So I don’t think national capital at this point has vanished. It is there and still as strong as ever. We just saw a manifestation of US capital making use of the US state. After the Asian financial crisis US capital, working closely with the US state and using the IMF, basically created American type rules for Asian capital. They also used this opportunity to buy depreciated assets from Japan to Korea to Thailand. And through mergers and acquisitions picked-up Asian capitalist assets that had been severely depreciated by the financial crisis.
So in terms of inter-capitalists competition it continues to persists as a future of globalization, and the US state continues to be very much a state of US capital. We can see this now in the IMF and World Trade Organization. The arguments with Europe, the fights with Europe, the intensifying contradictions with Europe, over issues as Boeing and Airbus, agricultural interests, on a whole range of industrial policy, the role of subsidies, GMOs, name it. Here is where European corporations and the European superstate are listening and reacting to the demands of their own civil society. While we also see the efforts of the US corporations working with the US state to push their own policies. I don’t think that we can eliminate the national aspects of this struggle between Europe and the United States. So yes, globalization is making the interaction of national or regional capitalists more intense, but that interaction continues to maintain a very strong level of competition. And that states, the European superstate and European Union, and the United States, are principally responsible to their own capitalist groupings.
JH: Well lets take a look at the IMF, World Bank, the WTO, and the growth of these organization. Can we say that this is an effort, whether by capitalists groupings or a global bourgeoisie, to build a new legal, contractual, legislative and financial superstructure to house this new capitalist system? Of course there is competition within these structures, we know capitalism is a competitive system, but the basic process is that capitalists groupings in Europe, Japan and America are building these common structures and creating rules that they all share and compete within. So that in important ways this is superseding the role which national states would have played before. In fact, today in many ways what the national state is focused on is building a global structure. For example, the US Treasury Department under Ruben and Summers spent more time debating what the IMF should be doing, rather than what the Treasury Department should be doing inside the United States. How do you analyze this formation of a global superstructure?

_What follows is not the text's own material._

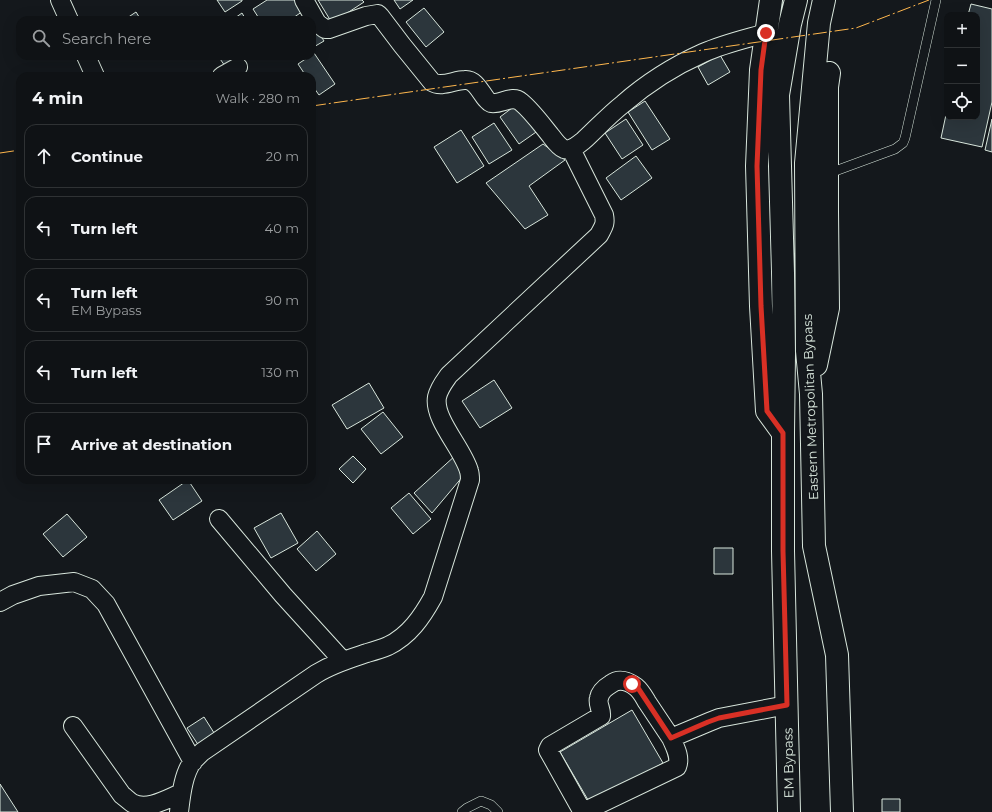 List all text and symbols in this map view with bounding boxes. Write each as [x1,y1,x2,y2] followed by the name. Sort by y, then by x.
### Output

WB: When you talk about the WTO, IMF and World Bank I don’t think you can talk about one project, but several projects. The main project within the WTO was what we can call the Anglo-American project. The rules and priorities of the free market, the role of the state, you know comes from the Anglo-American way of capitalism. And this principally benefits US corporations because these are the sorts of rules culturally that they have lived with and achieved their dominance in the economy.
The same thing with the IMF. When we talk about the construction or reconstruction of the IMF and World Bank, when we talk about the generalization of neo-liberalism and structural adjustments, what we are really talking about is the Anglo-Americanization of capitalism. The definition of other roots of capitalism, an Asian or Japanese capitalism, or a European capitalism where the state plays a far more comprehensive role than the United States, are somehow illegitimate to capitalism. This cultural economic stamp in globalization can not be underestimated because it uproots the right of certain national cultural experiences and disadvantages certain groupings that derive from other experiences. So part of the problems that we see within the IMF and WTO are precisely conflicts over this cultural capitalist contradiction.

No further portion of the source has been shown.